The University of Alaska Fairbanks has selected six people to honor during its 2023 commencement weekend in May.
Richard Chalyee Éesh Peterson and Helen (Dick) MacLean will receive honorary doctorates, which recognize recipients’ lasting contributions to the state and nation, and significant achievements in their respective disciplines.
Helen (Dick) MacLean
Helen (Dick) MacLean will receive an honorary Doctor of Education degree. She was born in 1945 in a tent at spring camp and grew up in Lime Village, which is located along the Stony River in Southwest Alaska. Elders trained MacLean in the Dena’ina language, and she was charged as a young girl to be a culture bearer. For decades, MacLean has worked with students of all backgrounds, from preschoolers to college students. She is a master instructor of the Dena’ina language and has a long history of working with doctoral students as a mentor and advisor. She was the primary instructor in two films, “Living Dena-ina” and “Dena’ina Birch Baskets.” She has served as an elder advisor to UAF’s rural development seminars and has been vital in developing Dena’ina curriculum for university courses. She is considered the most skilled living Dena’ina first language speaker and is known for her ability to bridge Western pedagogy and Indigenous ways of knowing.
Richard Chalyee Éesh Peterson
Richard Chalyee Éesh Peterson will receive an honorary Doctor of Laws degree. He is Tlingit from the Kaagwaantaan clan, Eagles Nest house, and a lifelong resident of Southeast Alaska.
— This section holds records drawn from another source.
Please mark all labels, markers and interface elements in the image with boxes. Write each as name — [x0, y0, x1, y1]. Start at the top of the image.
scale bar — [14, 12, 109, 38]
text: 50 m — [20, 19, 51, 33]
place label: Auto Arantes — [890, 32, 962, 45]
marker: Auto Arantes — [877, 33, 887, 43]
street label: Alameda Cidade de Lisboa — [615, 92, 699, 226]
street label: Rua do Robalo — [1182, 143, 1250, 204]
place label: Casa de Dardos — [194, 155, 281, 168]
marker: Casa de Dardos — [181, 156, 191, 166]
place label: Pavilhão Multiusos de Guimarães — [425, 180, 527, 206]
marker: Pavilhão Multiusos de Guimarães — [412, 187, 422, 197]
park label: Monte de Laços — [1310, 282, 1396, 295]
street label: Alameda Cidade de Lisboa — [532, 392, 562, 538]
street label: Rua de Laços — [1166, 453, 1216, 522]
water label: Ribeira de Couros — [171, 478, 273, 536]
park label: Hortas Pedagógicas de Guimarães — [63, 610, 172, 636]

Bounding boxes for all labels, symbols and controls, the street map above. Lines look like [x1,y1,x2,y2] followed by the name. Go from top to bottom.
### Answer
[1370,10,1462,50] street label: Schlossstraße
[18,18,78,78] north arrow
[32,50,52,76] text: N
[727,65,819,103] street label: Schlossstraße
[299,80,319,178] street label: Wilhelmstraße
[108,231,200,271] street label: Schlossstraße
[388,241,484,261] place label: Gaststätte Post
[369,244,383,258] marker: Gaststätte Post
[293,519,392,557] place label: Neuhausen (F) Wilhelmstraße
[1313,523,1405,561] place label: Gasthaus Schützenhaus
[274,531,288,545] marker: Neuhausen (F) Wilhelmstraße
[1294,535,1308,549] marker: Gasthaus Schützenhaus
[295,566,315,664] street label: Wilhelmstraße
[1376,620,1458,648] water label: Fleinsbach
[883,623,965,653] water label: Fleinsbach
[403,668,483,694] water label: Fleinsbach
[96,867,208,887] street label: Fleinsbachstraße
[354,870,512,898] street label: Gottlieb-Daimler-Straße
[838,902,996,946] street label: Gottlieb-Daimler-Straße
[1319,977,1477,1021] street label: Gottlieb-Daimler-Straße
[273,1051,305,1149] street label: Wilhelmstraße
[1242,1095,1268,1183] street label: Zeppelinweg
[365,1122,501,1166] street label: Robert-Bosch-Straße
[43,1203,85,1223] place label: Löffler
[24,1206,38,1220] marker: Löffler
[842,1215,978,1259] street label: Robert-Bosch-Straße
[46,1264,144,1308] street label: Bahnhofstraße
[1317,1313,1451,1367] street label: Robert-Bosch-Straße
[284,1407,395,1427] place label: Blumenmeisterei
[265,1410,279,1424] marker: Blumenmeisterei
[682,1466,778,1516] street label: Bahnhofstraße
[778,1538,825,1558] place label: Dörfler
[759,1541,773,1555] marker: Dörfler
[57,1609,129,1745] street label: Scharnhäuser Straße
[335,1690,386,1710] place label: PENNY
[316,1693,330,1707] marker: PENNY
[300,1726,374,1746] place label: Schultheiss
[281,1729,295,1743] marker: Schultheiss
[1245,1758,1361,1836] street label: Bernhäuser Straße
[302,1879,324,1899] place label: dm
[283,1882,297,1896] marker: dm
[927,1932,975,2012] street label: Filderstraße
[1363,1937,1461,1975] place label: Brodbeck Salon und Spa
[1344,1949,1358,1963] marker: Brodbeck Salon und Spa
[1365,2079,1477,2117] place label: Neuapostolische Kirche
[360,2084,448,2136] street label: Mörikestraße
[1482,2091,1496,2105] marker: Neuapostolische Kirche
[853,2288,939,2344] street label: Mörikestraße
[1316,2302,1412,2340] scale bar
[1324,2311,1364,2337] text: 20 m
He grew up in Kasaan, a community on Prince of Wales Island, and became the youngest mayor in Alaska in 1997. He has served as president of the Central Council of the Tlingit and Haida Indian Tribes of Alaska, a federally recognized tribe in Southeast Alaska, since 2014. With a strong background in public service and entrepreneurship, he leads the largest regional tribe in the state with a focus on economic development, tribal sovereignty and community sustainability. His innovative approach to supporting Southeast Alaska communities through the COVID-19 pandemic has been adopted and recognized as a template for best practices in tribal disaster response by the Federal Emergency Management Agency
Joan Braddock, Carl Benson, Jason Gootee and Ron Inouye will receive Meritorious Service Awards, which recognize service to the university or an Alaska community.
Microbiologist and UAF alumna Joan Braddock has been a part of the UAF community for more than four decades. She earned her doctorate in oceanography from UAF in 1989 and joined the faculty the following year. Her scientific research focused on bioremediation of environmental contaminants, especially petroleum. Throughout her career, she served as a professor and then dean of the College of Natural Science and Mathematics. She retired with emeritus status in 2009. In addition to being a donor and consistent volunteer at the university, Braddock has returned twice to provide temporary leadership to units with vacancies: once as interim dean of the College of Fisheries and Ocean Sciences and another as director of the University of Alaska Press.
Alumnus Jason Gootee has remained an active part of UAF since he graduated in 2005. He is a past president of the UAF Alumni Association Board of Directors, currently chairs the UAF Chancellor’s Board of Advisors and serves as a director on the University of Alaska Foundation Board of Directors. Gootee, who is Moda Health’s vice president for sales and strategic marketing development, lives in Oregon with his wife, Katie, and their four children but returns frequently to Fairbanks. He is an avid hockey fan and, together with his father, established the Gootee Family Hockey Scholarship to support UAF student-athletes.
Ron Inouye has served the university for many years as both an employee and an advocate. His university career started in 1970 as an instructor at the Ketchikan Community College. Prior to his 17 years at the Rasmuson Library’s Alaska and Polar Regions Collections, he also worked at the UAF Center for Northern Educational Research. At the library, many of his years were dedicated to indexing Alaska’s periodicals. Today, the index is widely used by historians, researchers and students. During his time there, he also served as the interviewer for numerous oral history recordings. Inouye is a philanthropist and volunteer for numerous university and community organizations, serving with the Friends of the University of Alaska Museum of the North and the Rasmuson Library’s Rare Book Endowment Committee.
Professor emeritus Carl Benson has been associated with UAF for more than 60 years. His career as a researcher and professor of geophysics and geology has been marked by significant contributions to snow and ice science in Alaska, Greenland and Antarctica. He taught and mentored some of today’s leading scientists in the field. He worked at the university from 1960 until 1987, including a three-year term as chairman of the Department of Geology and Geophysics, and has continued his research, teaching and service long after retirement. He continues to give guest lectures and attend graduate student thesis and dissertation defenses. He and his wife, Ruth, are donors, volunteers and participants in the UAF community. Outside UAF, he is active in civic issues, sharing information via public testimony and newspaper columns.